Grace finished her tea with enough Advil, typically four or five, for a simple buzz in the meantime. She burrowed into her duck-feather blanket, sent to her from Baik Emoh in South Korea, and watched Instagram videos of cannabis influencers smoking out of liter soda bottles and mason jars. It had only been a week since she last smoked weed, a development arguably better than past habits sniffing markers and rubber cement under the lid of her desk, a trajectory that peaked in a brief life raving and a drawerful of Kandi bracelets, tapered down to a dwindling stash of wisdom teeth medication, led gently now to the foggy land of bongs and hotboxing David’s car. Grace preferred smoking with company, and it was always the excuse: good enough knowing someone who smoked and kept their own stash without having to commit to being a real stoner, anyone who seemed to need it more than she did.

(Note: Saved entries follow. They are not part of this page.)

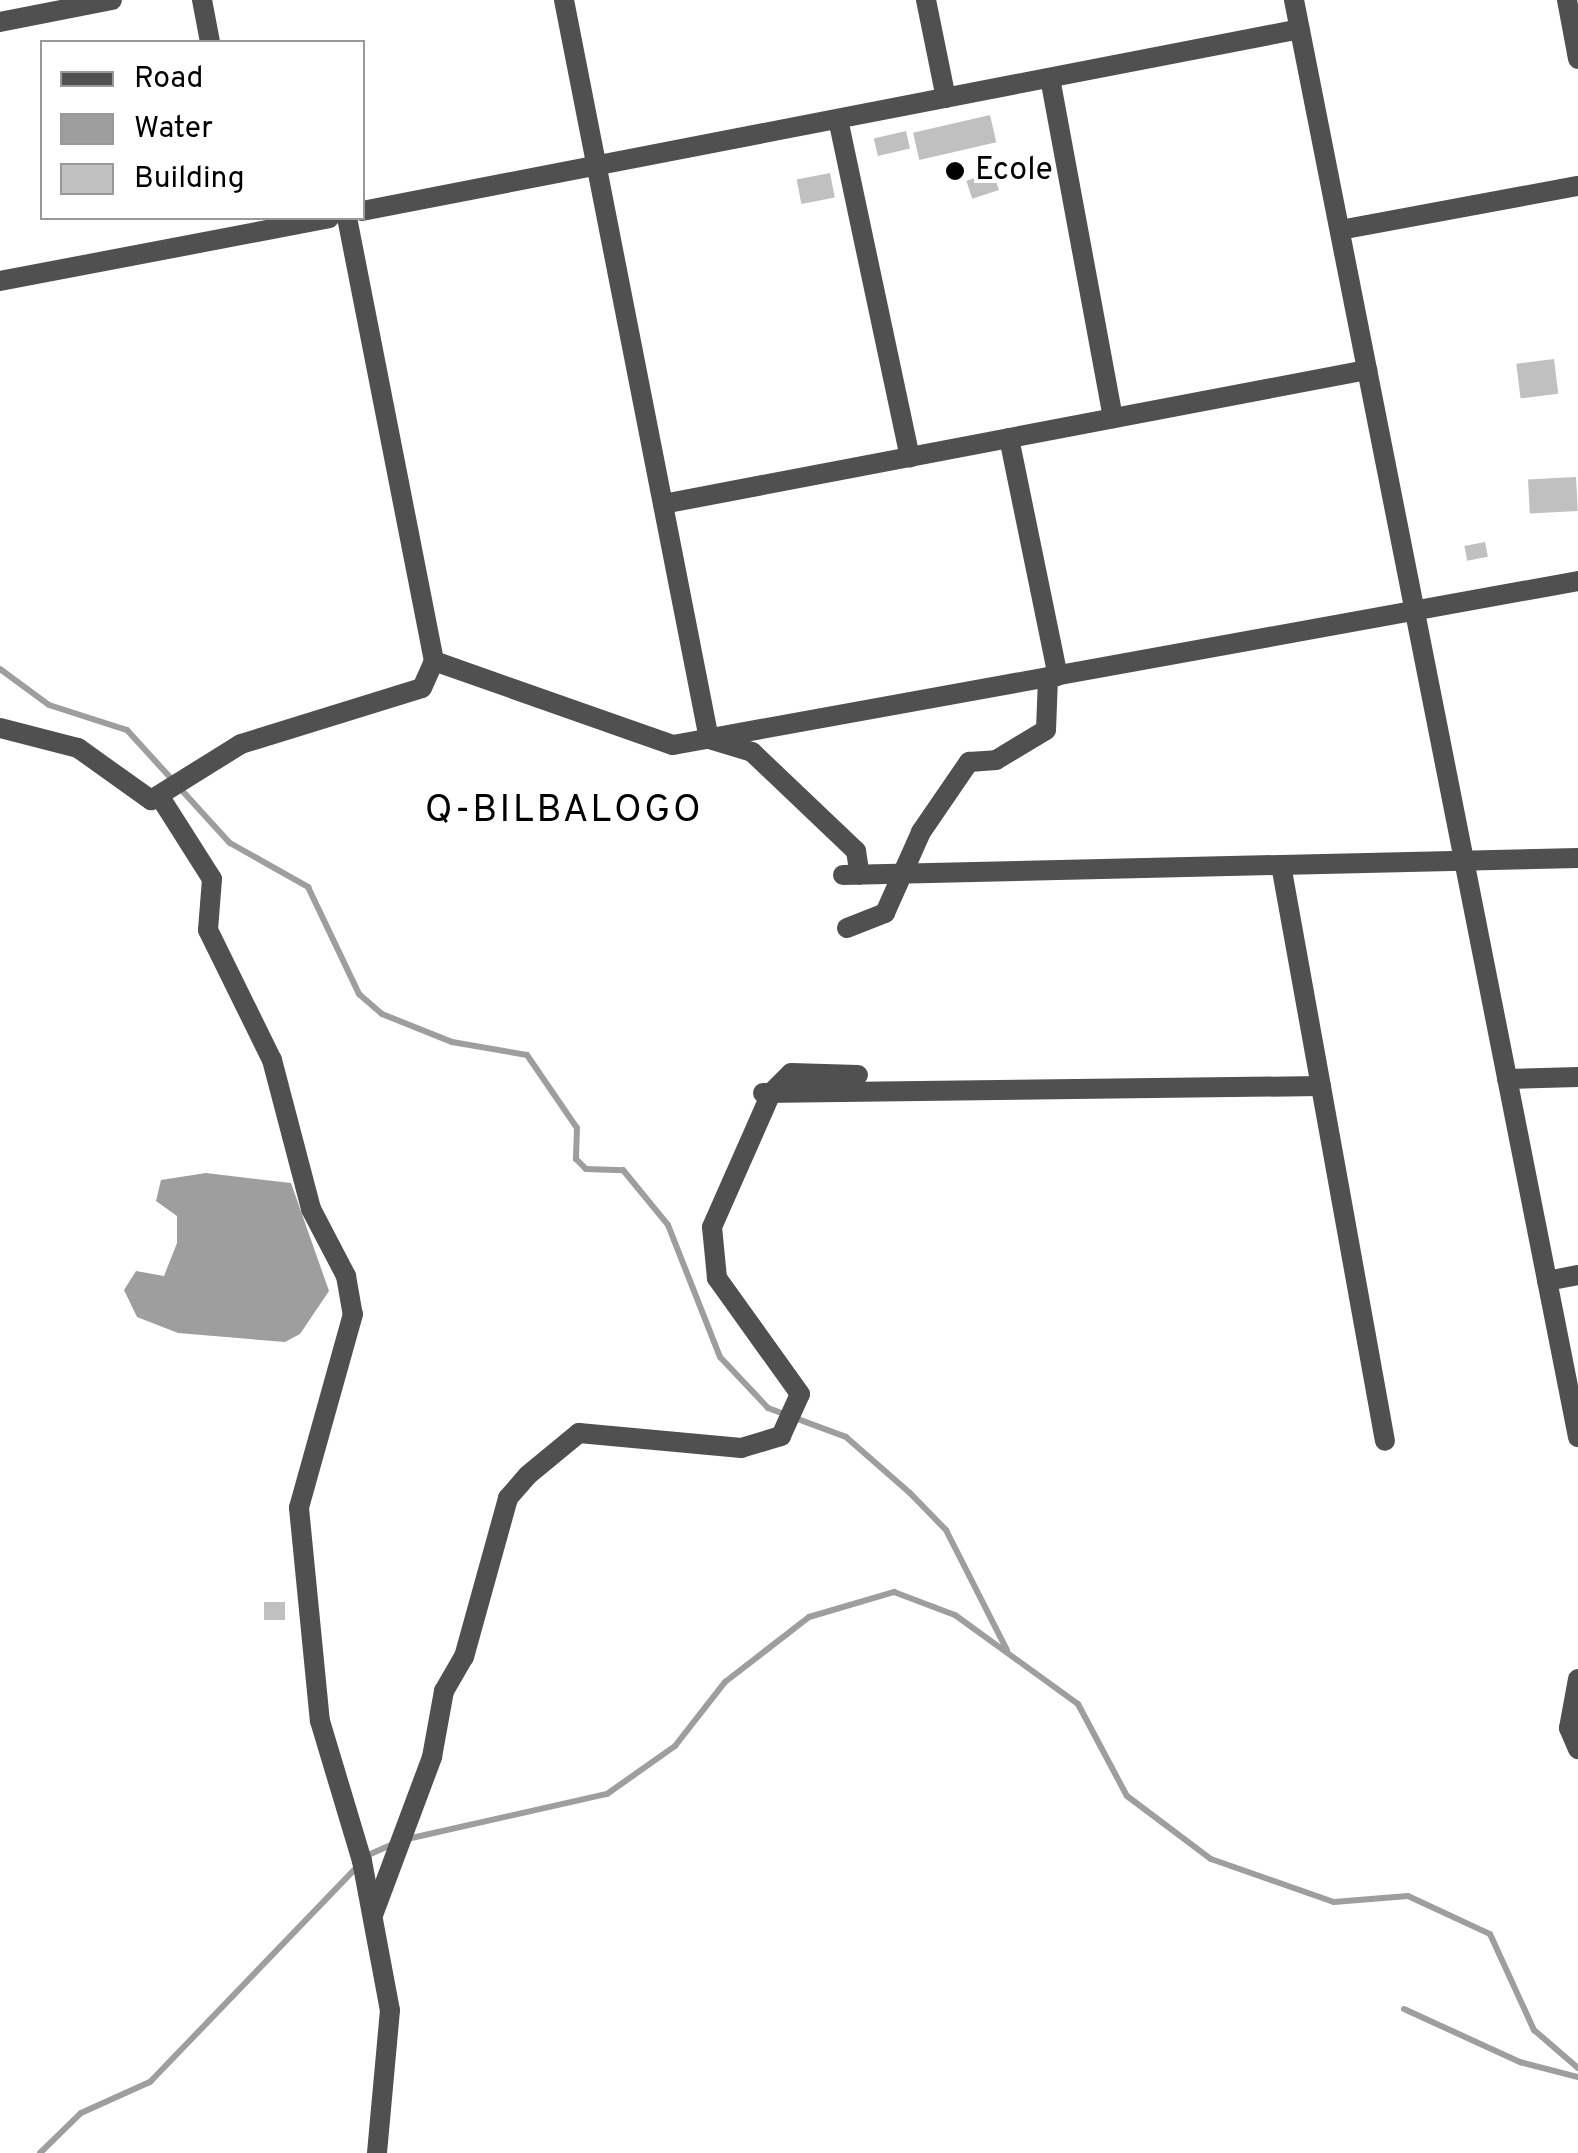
<!DOCTYPE html>
<html>
<head>
<meta charset="utf-8">
<style>
  body { margin:0 }
  #map { position:relative; width:1578px; height:2153px; overflow:hidden; background:#fff; font-family:Overpass,sans-serif }
  div>[style] { position:absolute }
  .water>* { inset:0; background:#9e9e9e }
  .stream>* { height:6px; margin:-3px; padding:0 3px; transform-origin:3px; border-radius:3px; background:#9e9e9e }
  .building>* { inset:0; background:#c0c0c0; transform-origin:0 0 }
  .minor>* { height:20px; margin:-10px; padding:0 10px; transform-origin:10px; border-radius:10px; background:#505050 }
  .dots>* { width:28px; height:28px; translate:-50% -50%; box-sizing:border-box; border:5px solid #fff; border-radius:50% }
  span { translate:-50% -50%; white-space:nowrap; text-align:center; line-height:1.15; -webkit-text-stroke:8px #fff; paint-order:stroke }
  .poi-label { font-size:32px; color:#000 }
  .left { translate:0 -50%; text-align:left }
  .quarter-label { font-size:38px; color:#000; letter-spacing:2.5px }
  .legend { position:absolute; left:40px; top:40px; width:325px; height:180px; box-sizing:border-box; background:#fff; border:2px solid #999; margin:0; padding:12px 18px; list-style:none; font-size:30px; color:#000 }
  .legend li { display:flex; align-items:center; gap:20px; height:50px }
  .legend b { width:50px; border:2px solid #999 }
</style>
</head>
<body>
<div id="map">
  <div class="water">
    <div style="clip-path:polygon(206px 1173px,291px 1183px,329px 1291px,300px 1334px,285px 1342px,178px 1333px,137px 1317px,124px 1290px,136px 1271px,164px 1276px,177px 1243px,177px 1216px,156px 1201px,161px 1180px)"></div>
  </div>
  <div class="stream">
    <div style="left:0;top:669px;width:61px;rotate:36.3deg"></div>
    <div style="left:49px;top:705px;width:82px;rotate:17.8deg"></div>
    <div style="left:127px;top:730px;width:153px;rotate:47.7deg"></div>
    <div style="left:230px;top:843px;width:90px;rotate:29.4deg"></div>
    <div style="left:308px;top:887px;width:119px;rotate:64.5deg"></div>
    <div style="left:359px;top:994px;width:30px;rotate:41deg"></div>
    <div style="left:382px;top:1014px;width:75px;rotate:21.8deg"></div>
    <div style="left:452px;top:1042px;width:76px;rotate:9.8deg"></div>
    <div style="left:527px;top:1055px;width:88px;rotate:55.6deg"></div>
    <div style="left:577px;top:1128px;width:31px;rotate:92deg"></div>
    <div style="left:576px;top:1159px;width:14px;rotate:45deg"></div>
    <div style="left:586px;top:1169px;width:37px;rotate:2deg"></div>
    <div style="left:623px;top:1170px;width:71px;rotate:50.7deg"></div>
    <div style="left:668px;top:1225px;width:142px;rotate:68.5deg"></div>
    <div style="left:720px;top:1357px;width:70px;rotate:46.7deg"></div>
    <div style="left:768px;top:1408px;width:83px;rotate:20.4deg"></div>
    <div style="left:846px;top:1437px;width:85px;rotate:41.2deg"></div>
    <div style="left:910px;top:1493px;width:52px;rotate:45.8deg"></div>
    <div style="left:946px;top:1530px;width:135px;rotate:63.1deg"></div>
    <div style="left:407px;top:1839px;width:205px;rotate:-12.7deg"></div>
    <div style="left:607px;top:1794px;width:83px;rotate:-35.2deg"></div>
    <div style="left:675px;top:1746px;width:81px;rotate:-52deg"></div>
    <div style="left:725px;top:1682px;width:106px;rotate:-37.7deg"></div>
    <div style="left:809px;top:1617px;width:89px;rotate:-16.4deg"></div>
    <div style="left:894px;top:1592px;width:65px;rotate:20.7deg"></div>
    <div style="left:955px;top:1615px;width:152px;rotate:35.9deg"></div>
    <div style="left:1078px;top:1704px;width:104px;rotate:62deg"></div>
    <div style="left:1127px;top:1796px;width:105px;rotate:36.9deg"></div>
    <div style="left:1211px;top:1859px;width:130px;rotate:19.3deg"></div>
    <div style="left:1334px;top:1902px;width:74px;rotate:-4.6deg"></div>
    <div style="left:1408px;top:1896px;width:90px;rotate:24.9deg"></div>
    <div style="left:1490px;top:1934px;width:106px;rotate:65.4deg"></div>
    <div style="left:1534px;top:2030px;width:58px;rotate:40.8deg"></div>
    <div style="left:366px;top:1856px;width:32px;rotate:-24deg"></div>
    <div style="left:1404px;top:2009px;width:128px;rotate:24.6deg"></div>
    <div style="left:1520px;top:2062px;width:60px;rotate:14.5deg"></div>
    <div style="left:40px;top:2153px;width:57px;rotate:-44.3deg"></div>
    <div style="left:81px;top:2113px;width:76px;rotate:-24.2deg"></div>
    <div style="left:150px;top:2082px;width:300px;rotate:-46.1deg"></div>
  </div>
  <div class="building">
    <div style="left:990px;top:115px;width:28px;height:79px;rotate:77deg"></div>
    <div style="left:906px;top:131px;width:18px;height:33px;rotate:77deg"></div>
    <div style="left:993px;top:172px;width:19px;height:28px;rotate:72deg"></div>
    <div style="left:830px;top:173px;width:25px;height:34px;rotate:79deg"></div>
    <div style="left:1554px;top:359px;width:35px;height:38px;rotate:83deg"></div>
    <div style="left:1576px;top:477px;width:34px;height:48px;rotate:87deg"></div>
    <div style="left:1485px;top:542px;width:15px;height:21px;rotate:79deg"></div>
    <div style="left:264px;top:1602px;width:21px;height:18px"></div>
  </div>
  <div class="minor">
    <div style="left:202px;top:0;width:43px;rotate:79.2deg"></div>
    <div style="left:564px;top:0;width:753px;rotate:78.9deg"></div>
    <div style="left:709px;top:739px;width:45px;rotate:16.8deg"></div>
    <div style="left:752px;top:752px;width:144px;rotate:43.6deg"></div>
    <div style="left:856px;top:851px;width:24px;rotate:81deg"></div>
    <div style="left:926px;top:0;width:100px;rotate:78.5deg"></div>
    <div style="left:1294px;top:0;width:1465px;rotate:78.82deg"></div>
    <div style="left:1567px;top:0;width:60px;rotate:79.4deg"></div>
    <div style="left:0;top:22px;width:114px;rotate:-11.1deg"></div>
    <div style="left:1050px;top:78px;width:346px;rotate:79.5deg"></div>
    <div style="left:838px;top:119px;width:346px;rotate:78deg"></div>
    <div style="left:362px;top:211px;width:955px;rotate:-10.98deg"></div>
    <div style="left:1340px;top:230px;width:242px;rotate:-10.5deg"></div>
    <div style="left:0;top:281px;width:335px;rotate:-10.8deg"></div>
    <div style="left:1009px;top:438px;width:243px;rotate:78.4deg"></div>
    <div style="left:663px;top:504px;width:717px;rotate:-10.78deg"></div>
    <div style="left:434px;top:661px;width:253px;rotate:19.4deg"></div>
    <div style="left:673px;top:745px;width:920px;rotate:-10.27deg"></div>
    <div style="left:0;top:728px;width:81px;rotate:14.4deg"></div>
    <div style="left:78px;top:748px;width:90px;rotate:35.5deg"></div>
    <div style="left:151px;top:800px;width:106px;rotate:-31.9deg"></div>
    <div style="left:241px;top:744px;width:189px;rotate:-17.2deg"></div>
    <div style="left:422px;top:688px;width:30px;rotate:-66deg"></div>
    <div style="left:434px;top:661px;width:451px;rotate:-101.1deg"></div>
    <div style="left:160px;top:797px;width:97px;rotate:57.6deg"></div>
    <div style="left:212px;top:879px;width:51px;rotate:94.5deg"></div>
    <div style="left:208px;top:930px;width:145px;rotate:63.8deg"></div>
    <div style="left:272px;top:1060px;width:154px;rotate:75.3deg"></div>
    <div style="left:311px;top:1209px;width:76px;rotate:62.4deg"></div>
    <div style="left:346px;top:1276px;width:39px;rotate:80deg"></div>
    <div style="left:353px;top:1314px;width:201px;rotate:105.6deg"></div>
    <div style="left:299px;top:1508px;width:214px;rotate:84.4deg"></div>
    <div style="left:320px;top:1721px;width:146px;rotate:73.3deg"></div>
    <div style="left:362px;top:1861px;width:152px;rotate:79.4deg"></div>
    <div style="left:390px;top:2010px;width:144px;rotate:95.2deg"></div>
    <div style="left:1281px;top:865px;width:585px;rotate:79.77deg"></div>
    <div style="left:843px;top:875px;width:735px;rotate:-1.32deg"></div>
    <div style="left:847px;top:928px;width:41px;rotate:-21.5deg"></div>
    <div style="left:885px;top:913px;width:89px;rotate:-66deg"></div>
    <div style="left:921px;top:832px;width:85px;rotate:-55.6deg"></div>
    <div style="left:969px;top:762px;width:27px;rotate:-4deg"></div>
    <div style="left:996px;top:760px;width:58px;rotate:-31deg"></div>
    <div style="left:1046px;top:730px;width:53px;rotate:-87.8deg"></div>
    <div style="left:1507px;top:1079px;width:71px;rotate:-1.6deg"></div>
    <div style="left:763px;top:1093px;width:558px;rotate:-0.72deg"></div>
    <div style="left:1547px;top:1281px;width:32px;rotate:-11deg"></div>
    <div style="left:1578px;top:1679px;width:50px;rotate:100.4deg"></div>
    <div style="left:1569px;top:1728px;width:23px;rotate:67deg"></div>
    <div style="left:373px;top:1915px;width:169px;rotate:-69.5deg"></div>
    <div style="left:432px;top:1757px;width:67px;rotate:-79.7deg"></div>
    <div style="left:444px;top:1691px;width:39px;rotate:-60deg"></div>
    <div style="left:464px;top:1657px;width:165px;rotate:-74.5deg"></div>
    <div style="left:508px;top:1498px;width:30px;rotate:-49deg"></div>
    <div style="left:528px;top:1475px;width:66px;rotate:-39.5deg"></div>
    <div style="left:579px;top:1433px;width:163px;rotate:5.3deg"></div>
    <div style="left:741px;top:1448px;width:42px;rotate:-16.7deg"></div>
    <div style="left:781px;top:1436px;width:46px;rotate:-65.7deg"></div>
    <div style="left:800px;top:1394px;width:143px;rotate:-125.6deg"></div>
    <div style="left:717px;top:1278px;width:51px;rotate:-95.6deg"></div>
    <div style="left:712px;top:1227px;width:146px;rotate:-66.2deg"></div>
    <div style="left:771px;top:1093px;width:28px;rotate:-45deg"></div>
    <div style="left:791px;top:1073px;width:67px;rotate:1.7deg"></div>
  </div>
  <div class="dots">
    <div style="left:955px;top:171px;background:#000"></div>
  </div>
  <div class="poi-label">
    <span class="left" style="left:975px;top:171px">Ecole</span>
  </div>
  <div class="quarter-label">
    <span style="left:564px;top:812px">Q-BILBALOGO</span>
  </div>
  <ul class="legend">
  <li><b style="height:12px;background:#505050"></b>Road</li>
  <li><b style="height:28px;background:#9e9e9e"></b>Water</li>
  <li><b style="height:28px;background:#c0c0c0"></b>Building</li>
  </ul>
</div>
</body>
</html>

She never hung out with David if it wasn’t going to lead to smoking. The same happened with Angela, the pink ice-cream pipe in parking lots, Angela blowing smoke through the crack in the window as Grace worried they’d get caught, their seats reclined all the way back as they leaned closer and whispered. Dried-up tangerine skins in the cupholder with pieces lined up on the dashboard. They talked about feeling like big fishes in a pond, Angela trying to convince Grace that Hawai‘i was too small for them both. Before Angela would leave for good to study abroad in Germany, before she moved to Colorado and got married, Angela texted Grace how she should’ve at least kissed her when they said goodbye: maybe Angela would’ve stayed and canceled the trip. Even if it were a joke, it wouldn’t have hurt less. It wasn’t clear to Grace what she wanted then, other than wanting to get tangled in Angela and her routine, when they used to be two sides to the same person. This didn’t stop Grace from choosing not to respond, despite previous plans they’d made to backpack around Europe—despite an email, much later, inviting her to come up to Colorado and get smoked out one day.
Always the language of ascension, as if it were beneath people to stay in one place for too long. Nothing wrong with being cordoned off in her room, on the Squatty Potty observing people smoke until her legs got numb. Better not to care. She guessed she was like her brother, who could retreat into himself instantly, behind the face he presented, polished of emotion when he gave his usual excuse that nothing was wrong—he was tired.
Grace knew what it meant to hide something that hurt and hollow yourself to hold it—to become a cave, no rush to crawl out. Sometimes it was quiet down there, until Grace heard a whisper: she could only rely on herself. As a kid she used to hold her breath in a hot bath; stare at a fixed spot on the floor and spin in circles until she got dizzy, falling on her back, eyes closed, making a snow angel in the carpet as Cho Halmeoni’s sewing machine whirred, Jacob at a sleepover with his friends, Cho Harabeoji drinking somewhere with his friends or passed out on the couch—her parents with their customers until they closed. She waited for company and mulled over who she’d be happier to find at the door until she remembered she was better off in her own head, at its best buzzing with light, a sense of lightness, the sound of static. Anything to prevent another collapse, folding into an inescapable ruin. Grace heard Appa talking to Umma outside, both aware they could be heard.
Why didn’t Grace care to put in more effort than they could? They knew she had her classes. Grace wanted to go out there to tell them it would be okay. But she couldn’t wade out of bed.